Goya, as he showed in his self-portrait wearing spectacles of 25 years earlier, was sensitive to a face that is tentative in its awareness or even slightly apprehensive. If the Spanish painter had not also demonstrated his ability to portray his male sitters as arrogantly self-assured, we might assume that his first depiction of Wellington's visage was a projection of his own vision rather than an accurate likeness.
Wellington was habitually morose after his victories, almost as if they had been defeats -- a sympathetic aspect of his character which counterpoints his ``rigidity.'' Goya seems to have sensed it perfectly: the private face. Even when the artist officialized the image in paintings, making Wellington more commanding and erect, something of that facial sensibility remains.

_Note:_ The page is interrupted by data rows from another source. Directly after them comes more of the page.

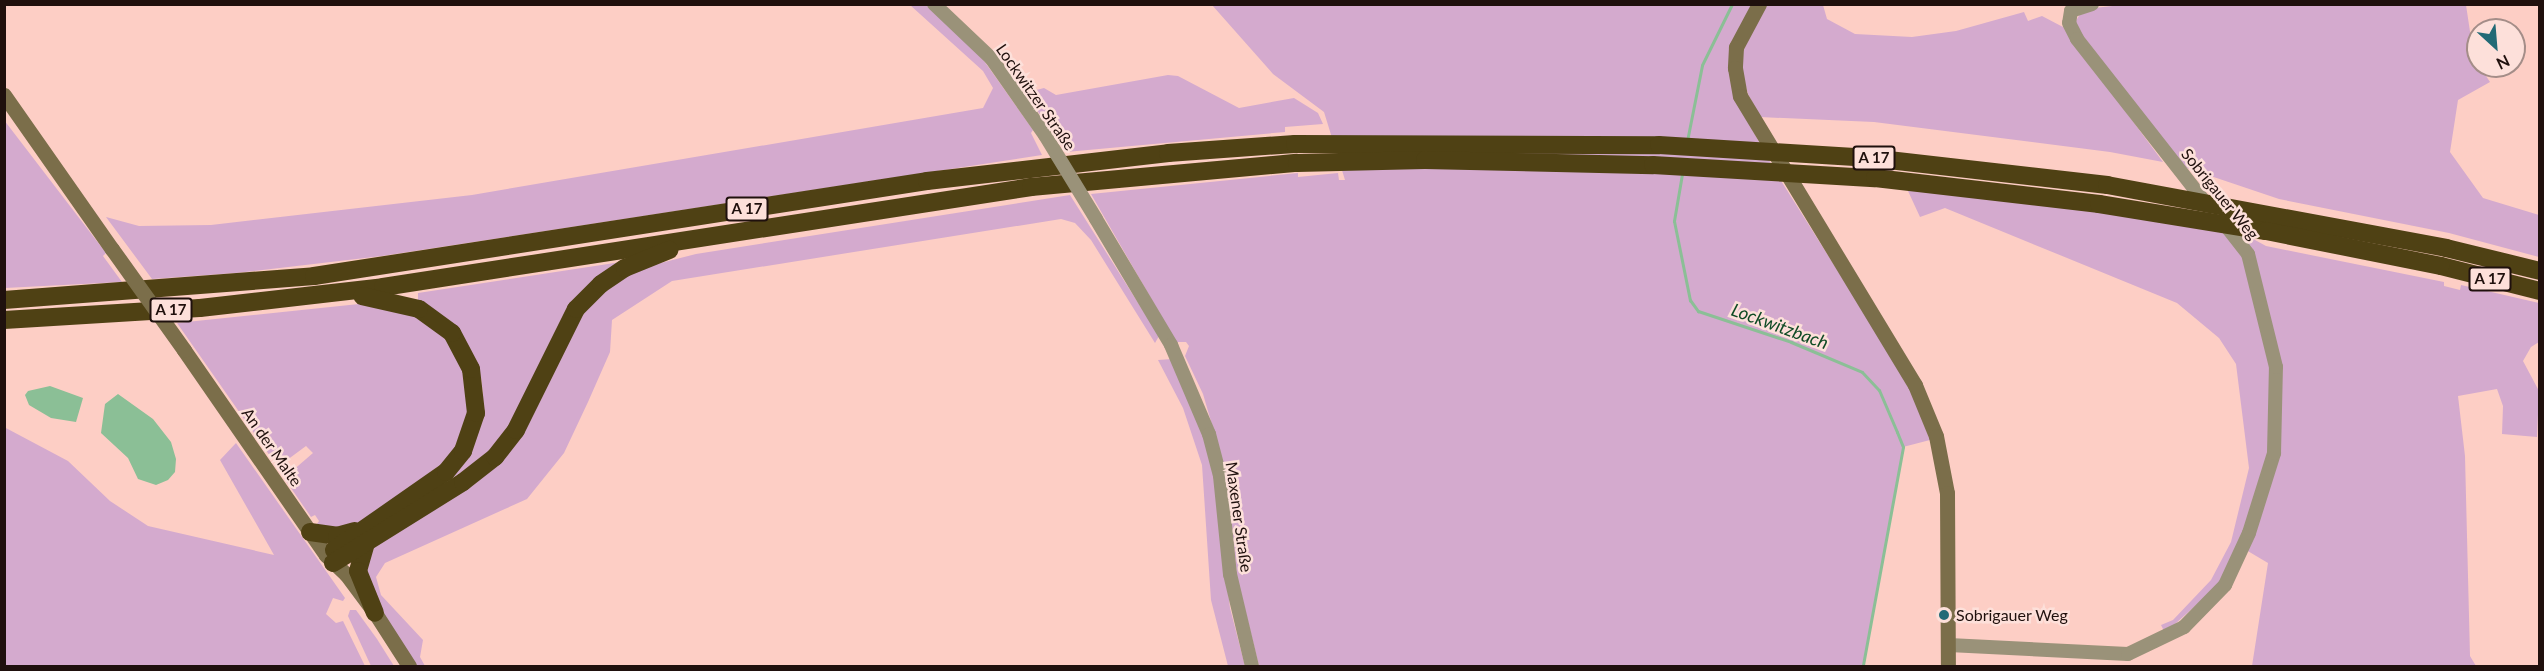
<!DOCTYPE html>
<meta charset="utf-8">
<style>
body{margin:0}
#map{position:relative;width:2544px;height:671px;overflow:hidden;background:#fdcec5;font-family:Lato,sans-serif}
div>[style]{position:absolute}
.green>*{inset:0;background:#d4aace}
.water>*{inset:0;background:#8bbf96}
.stream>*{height:3px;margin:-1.5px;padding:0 1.5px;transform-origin:1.5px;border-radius:1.5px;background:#8bbf96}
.tertiary>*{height:14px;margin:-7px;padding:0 7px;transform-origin:7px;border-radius:7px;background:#9a9279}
.secondary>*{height:15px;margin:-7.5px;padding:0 7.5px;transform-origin:7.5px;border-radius:7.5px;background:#7b6e4a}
.motorway>*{height:18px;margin:-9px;padding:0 9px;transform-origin:9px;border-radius:9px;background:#4f4114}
.tertiary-bridge>*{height:14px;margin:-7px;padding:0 7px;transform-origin:7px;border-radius:7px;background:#9a9279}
.secondary-bridge>*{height:15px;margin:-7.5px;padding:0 7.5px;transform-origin:7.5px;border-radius:7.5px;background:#7b6e4a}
.motorway-bridge>*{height:18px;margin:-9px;padding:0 9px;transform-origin:9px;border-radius:9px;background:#4f4114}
.dots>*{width:16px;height:16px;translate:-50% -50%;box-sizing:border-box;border:3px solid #fde0da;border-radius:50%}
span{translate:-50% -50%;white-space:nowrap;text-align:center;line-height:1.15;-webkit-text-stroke:5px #fde0da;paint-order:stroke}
.shield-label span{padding:2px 4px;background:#fde0da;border:2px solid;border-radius:4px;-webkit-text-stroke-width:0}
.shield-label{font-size:15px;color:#1f100d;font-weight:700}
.street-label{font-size:16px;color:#1f100d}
.poi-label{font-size:16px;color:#1f100d}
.left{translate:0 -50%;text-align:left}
.water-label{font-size:18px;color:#0e4a24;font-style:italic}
.frame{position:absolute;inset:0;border:6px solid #1f100d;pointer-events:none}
.north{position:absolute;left:2466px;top:18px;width:60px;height:60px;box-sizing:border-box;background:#fde0da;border:2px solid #a48d88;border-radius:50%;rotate:154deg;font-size:16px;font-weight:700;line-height:24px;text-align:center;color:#1f100d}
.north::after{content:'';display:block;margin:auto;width:21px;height:27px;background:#226a76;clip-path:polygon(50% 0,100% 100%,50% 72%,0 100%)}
</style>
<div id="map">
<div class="green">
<div style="clip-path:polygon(2131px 4px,2466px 5px,2474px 58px,2490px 82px,2458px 100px,2450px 152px,2483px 198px,2539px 215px,2539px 257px,2449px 233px,2279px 199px,2181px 166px,2074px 24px,2080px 14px,2094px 8px)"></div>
<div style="clip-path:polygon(910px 5px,926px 5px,982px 58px,1033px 130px,1031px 133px,1042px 155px,382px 256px,236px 273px,152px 279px,106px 217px,139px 226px,211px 225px,472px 195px,983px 108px,993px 88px,983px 71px)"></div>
<div style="clip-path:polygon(1212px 5px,1754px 5px,1742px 24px,1743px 113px,1778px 176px,1892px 357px,1912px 393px,1930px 440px,1903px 447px,1863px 666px,1259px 666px,1237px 577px,1227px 476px,1203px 394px,1185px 356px,1189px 346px,1186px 342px,1176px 342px,1091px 194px,1298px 173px,1298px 177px,1338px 173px,1339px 180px,1345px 180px,1324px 112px,1273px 74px)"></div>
<div style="clip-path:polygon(1765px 5px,1823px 5px,1827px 19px,1855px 34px,1912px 37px,1956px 31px,2024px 12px,2028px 21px,2042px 16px,2063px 27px,2163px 162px,2110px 152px,1874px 122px,1760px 117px,1748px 94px,1742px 72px,1742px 53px)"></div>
<div style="clip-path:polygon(1168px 75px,1178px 76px,1239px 108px,1294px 98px,1318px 113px,1323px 124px,1285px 127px,1285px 132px,1066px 152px,1025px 93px,1044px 88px,1056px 95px)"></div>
<div style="clip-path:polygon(4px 120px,106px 253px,103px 256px,122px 282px,5px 288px)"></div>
<div style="clip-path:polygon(1902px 178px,2235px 229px,2266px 246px,2444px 282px,2444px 286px,2460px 290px,2461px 285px,2539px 303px,2539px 342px,2531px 347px,2523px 361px,2539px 391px,2537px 437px,2502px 434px,2503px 406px,2497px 389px,2458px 396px,2465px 456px,2470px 656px,2476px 666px,2252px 666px,2268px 563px,2241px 547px,2223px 581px,2165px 633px,2161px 625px,2173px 620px,2211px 580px,2231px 542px,2249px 468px,2236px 364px,2219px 338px,2177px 303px,1945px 208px,1920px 217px)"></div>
<div style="clip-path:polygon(1070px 195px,1159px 336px,1155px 343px,1091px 240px,1075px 223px,1061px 219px,672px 281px,612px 320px,610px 352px,588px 402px,564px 453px,527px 499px,385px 563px,376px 577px,381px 595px,423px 640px,420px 657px,425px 666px,416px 666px,369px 592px,365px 563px,378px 541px,486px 470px,562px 340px,604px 288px,645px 267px,696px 254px)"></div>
<div style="clip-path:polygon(621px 262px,610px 272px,491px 453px,430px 493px,482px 415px,483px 394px,481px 377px,418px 301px,418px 293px)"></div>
<div style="clip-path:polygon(359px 304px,399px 308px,436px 327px,461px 359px,469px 412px,451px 457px,367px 519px,340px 531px,317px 524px,319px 521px,315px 515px,311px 517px,284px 478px,313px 453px,306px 446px,283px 463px,276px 453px,270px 456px,177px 323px)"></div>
<div style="clip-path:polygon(1172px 359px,1188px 387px,1214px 472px,1230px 608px,1245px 666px,1228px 666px,1211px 600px,1202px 465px,1183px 408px,1158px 360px)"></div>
<div style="clip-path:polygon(4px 427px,68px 461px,110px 501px,148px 526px,274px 555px,220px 460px,236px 443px,345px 598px,343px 601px,333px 598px,326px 614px,336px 623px,343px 621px,365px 666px,5px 666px)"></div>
<div style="clip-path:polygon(356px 610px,377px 639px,394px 666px,371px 666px,348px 616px,350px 610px)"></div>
</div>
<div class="water">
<div style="clip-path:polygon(50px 386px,83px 398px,76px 422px,51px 418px,29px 405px,25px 395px,28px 391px)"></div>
<div style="clip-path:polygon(118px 394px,153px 419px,171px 442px,176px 459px,175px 472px,168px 480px,156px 485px,138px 479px,128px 458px,101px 433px,105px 404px)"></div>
</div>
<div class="stream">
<div style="left:1687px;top:141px;width:77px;rotate:-78.8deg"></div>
<div style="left:1702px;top:65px;width:68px;rotate:-63.8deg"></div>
<div style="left:1682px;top:174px;width:48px;rotate:99.7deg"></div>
<div style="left:1674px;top:221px;width:81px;rotate:78.6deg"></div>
<div style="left:1690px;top:300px;width:14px;rotate:54deg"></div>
<div style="left:1698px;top:311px;width:98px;rotate:18.4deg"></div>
<div style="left:1791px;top:342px;width:77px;rotate:22.9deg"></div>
<div style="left:1862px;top:372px;width:25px;rotate:47deg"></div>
<div style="left:1879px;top:390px;width:46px;rotate:66.8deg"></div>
<div style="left:1897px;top:432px;width:16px;rotate:68deg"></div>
<div style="left:1903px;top:447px;width:223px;rotate:100.4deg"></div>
</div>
<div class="tertiary">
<div style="left:934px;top:4px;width:79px;rotate:43.5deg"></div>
<div style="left:991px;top:58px;width:94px;rotate:55deg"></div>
<div style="left:2092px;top:4px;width:22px;rotate:162deg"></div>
<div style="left:2071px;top:11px;width:12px;rotate:99deg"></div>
<div style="left:2069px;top:23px;width:18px;rotate:63deg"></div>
<div style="left:2077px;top:39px;width:212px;rotate:51.9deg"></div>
<div style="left:1096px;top:219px;width:147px;rotate:59.2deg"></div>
<div style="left:1171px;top:345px;width:97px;rotate:66.9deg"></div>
<div style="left:1209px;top:434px;width:43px;rotate:75.3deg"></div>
<div style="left:1220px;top:476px;width:99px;rotate:84.2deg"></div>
<div style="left:1230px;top:574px;width:95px;rotate:76.6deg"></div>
<div style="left:1949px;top:645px;width:179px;rotate:2.9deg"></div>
<div style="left:2128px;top:654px;width:62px;rotate:-25.7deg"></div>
<div style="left:2184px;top:627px;width:59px;rotate:-45.7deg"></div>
<div style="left:2225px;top:585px;width:57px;rotate:-65.2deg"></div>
<div style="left:2249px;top:533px;width:84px;rotate:-72.6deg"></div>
<div style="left:2274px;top:453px;width:86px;rotate:-88.7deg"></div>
<div style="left:2276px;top:367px;width:116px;rotate:-103.9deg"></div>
<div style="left:2248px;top:254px;width:41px;rotate:-128deg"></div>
</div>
<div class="secondary">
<div style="left:1759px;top:4px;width:49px;rotate:118.1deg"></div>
<div style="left:1736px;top:47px;width:21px;rotate:93deg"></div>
<div style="left:1735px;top:68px;width:28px;rotate:80deg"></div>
<div style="left:1740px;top:96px;width:338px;rotate:58.8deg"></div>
<div style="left:1915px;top:385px;width:55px;rotate:67.6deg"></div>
<div style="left:1936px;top:436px;width:58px;rotate:79.1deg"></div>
<div style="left:1947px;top:493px;width:173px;rotate:89.7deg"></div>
<div style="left:4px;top:95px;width:188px;rotate:55deg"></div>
<div style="left:184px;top:350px;width:249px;rotate:55.3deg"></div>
<div style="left:326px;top:555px;width:28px;rotate:44deg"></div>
<div style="left:346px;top:574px;width:49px;rotate:53.4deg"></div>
<div style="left:375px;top:613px;width:63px;rotate:57.3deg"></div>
</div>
<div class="motorway">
<div style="left:2446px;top:248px;width:97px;rotate:13.7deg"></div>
<div style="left:2441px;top:266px;width:102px;rotate:14.2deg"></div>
<div style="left:4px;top:300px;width:311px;rotate:-4.4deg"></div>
<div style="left:314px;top:276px;width:620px;rotate:-8.81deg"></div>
<div style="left:927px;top:181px;width:243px;rotate:-6.6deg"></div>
<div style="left:1168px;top:153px;width:127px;rotate:-4.1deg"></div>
<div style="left:4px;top:320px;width:196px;rotate:-3.5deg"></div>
<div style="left:200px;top:308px;width:184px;rotate:-6.5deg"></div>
<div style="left:383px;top:287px;width:656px;rotate:-8.77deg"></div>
<div style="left:1031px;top:187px;width:267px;rotate:-5.2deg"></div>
<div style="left:310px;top:532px;width:27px;rotate:8deg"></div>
<div style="left:337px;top:536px;width:18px;rotate:-16deg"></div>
<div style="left:366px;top:543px;width:29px;rotate:106deg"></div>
<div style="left:358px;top:571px;width:45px;rotate:68deg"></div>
<div style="left:334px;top:550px;width:136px;rotate:-34.9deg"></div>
<div style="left:446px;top:472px;width:27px;rotate:-51deg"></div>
<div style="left:463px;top:451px;width:40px;rotate:-71.1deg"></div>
<div style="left:476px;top:413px;width:44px;rotate:-96.5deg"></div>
<div style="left:471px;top:369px;width:41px;rotate:-117.8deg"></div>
<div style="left:452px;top:333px;width:41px;rotate:-144deg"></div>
<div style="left:419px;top:309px;width:58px;rotate:-167.2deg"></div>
<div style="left:333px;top:563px;width:153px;rotate:-31.9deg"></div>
<div style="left:463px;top:482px;width:41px;rotate:-38deg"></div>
<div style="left:495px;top:457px;width:34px;rotate:-52deg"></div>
<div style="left:516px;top:430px;width:135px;rotate:-63.6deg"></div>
<div style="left:576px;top:309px;width:35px;rotate:-45deg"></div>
<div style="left:601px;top:284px;width:29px;rotate:-34deg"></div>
<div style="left:625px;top:268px;width:48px;rotate:-22.2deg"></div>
</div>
<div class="tertiary-bridge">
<div style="left:1045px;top:135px;width:98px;rotate:58.7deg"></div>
</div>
<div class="secondary-bridge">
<div style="left:112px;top:249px;width:124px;rotate:54.5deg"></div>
</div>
<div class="motorway-bridge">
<div style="left:1295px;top:144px;width:364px;rotate:0.2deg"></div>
<div style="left:1659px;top:145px;width:212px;rotate:3.5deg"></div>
<div style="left:1871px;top:158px;width:238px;rotate:6.5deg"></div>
<div style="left:2107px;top:185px;width:345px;rotate:10.5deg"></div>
<div style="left:1297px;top:163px;width:128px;rotate:-1.3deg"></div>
<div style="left:1425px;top:160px;width:228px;rotate:1.3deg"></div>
<div style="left:1653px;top:165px;width:222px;rotate:3.4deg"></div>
<div style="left:1875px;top:178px;width:226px;rotate:6.6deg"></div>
<div style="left:2099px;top:204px;width:169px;rotate:9.2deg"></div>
<div style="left:2266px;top:231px;width:178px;rotate:11.3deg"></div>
</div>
<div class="dots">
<div style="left:1944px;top:615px;background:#226a76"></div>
</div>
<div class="shield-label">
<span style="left:1874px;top:158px">A 17</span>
<span style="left:747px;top:209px">A 17</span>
<span style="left:2490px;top:279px">A 17</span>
<span style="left:171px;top:310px">A 17</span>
</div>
<div class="street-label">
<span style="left:1036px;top:97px;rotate:55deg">Lockwitzer Straße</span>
<span style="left:2220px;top:194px;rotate:51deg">Sobrigauer Weg</span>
<span style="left:272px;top:447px;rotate:55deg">An der Malte</span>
<span style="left:1239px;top:517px;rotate:82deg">Maxener Straße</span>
</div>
<div class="poi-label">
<span class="left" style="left:1956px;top:615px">Sobrigauer Weg</span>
</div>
<div class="water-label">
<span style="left:1780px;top:326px;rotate:20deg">Lockwitzbach</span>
</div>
<div class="frame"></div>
<div class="north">N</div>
</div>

It is strangely at odds with the ``Iron Duke'' reputation, and reminds one perhaps that here was a man who, when younger, had deliberately burned his violin in order to seal his choice between the life of a dilettante and a military career.
In Goya's chalk and paint here are the features, three years before the event, of the man who after Waterloo said, in a broken voice, ``Well, thank God, I don't know what it is to lose a battle; but certainly nothing can be more painful than to gain one with the loss of so many of one's friends.''
Elizabeth Longford follows this moment in her biography with the observation that ``less than twenty miles away Napoleon, ashen and haggard, was weeping over his lost army.'' Somehow one feels more sympathy for the Englishman's unhappy balancing of loss and gain than for the glorious emperor's tears -- impressive anguish of the egotist-genius.
There is another, far more peripheral point of contrast between the two antagonists. It might be epitomized by the egg boiler and spoon used by Wellington's cook throughout the Waterloo campaign. Very plain and utilitarian, these utensils. Perfectly suited to the man who before Waterloo breakfasted only on tea and toast, while Bonaparte ate his repast off ``crested silver plate, which,'' writes Elizabeth Longford, ``suggests that he fortified himself'' with more than the Duke.
Wellington's cook, James Thornton by name, has recently come to light by the discovery, in an antiquarian bookshop, of a handwritten interview in which he recalled everything he could about his service to the Duke.
Published (by Webb and Bower, London; Salem House, Pittsfield, Mass.) under the title ``Your Most Obedient Servant,'' the interview makes a neat little volume. Thornton's answers to the questions put to him are almost as cryptic as the Duke's despatches. But bolstered with a thorough introduction by Elizabeth Longford, this book does add a number of intriguing details to the picture of Wellington handed down to posterity.
There is surprisingly little information about food in the interview, but two things stand out, and both shed what seems to me a warm light, however faint, on the cool repute of the Duke.
One is the information that Wellington sent an order to his cook very early in the morning before Waterloo to be ready that night with a ``hot dinner.'' Elizabeth Longford finds this ``curiously touching.''
How ``nice,'' she muses, ``it would have been to order a hot dinner after Hastings or Bosworth Field.'' And she points out that ``the Duke knew he would survive -- hungry. `The Finger of Providence' was upon him.''
The other touch comes earlier in the story. The cook was asked during the part of the interview concerned with the Peninsula War, ``Did the Duke take any refreshments out with him for the day?''
``The Duke,'' answers Mr. Thornton, ``never took any refreshments with him, when he mounted his horse, except a crust of Bread, and perhaps a hard- boiled egg in his pocket.''
I feel convinced that a truly ``cold and punctilious'' Duke would have gone without the egg.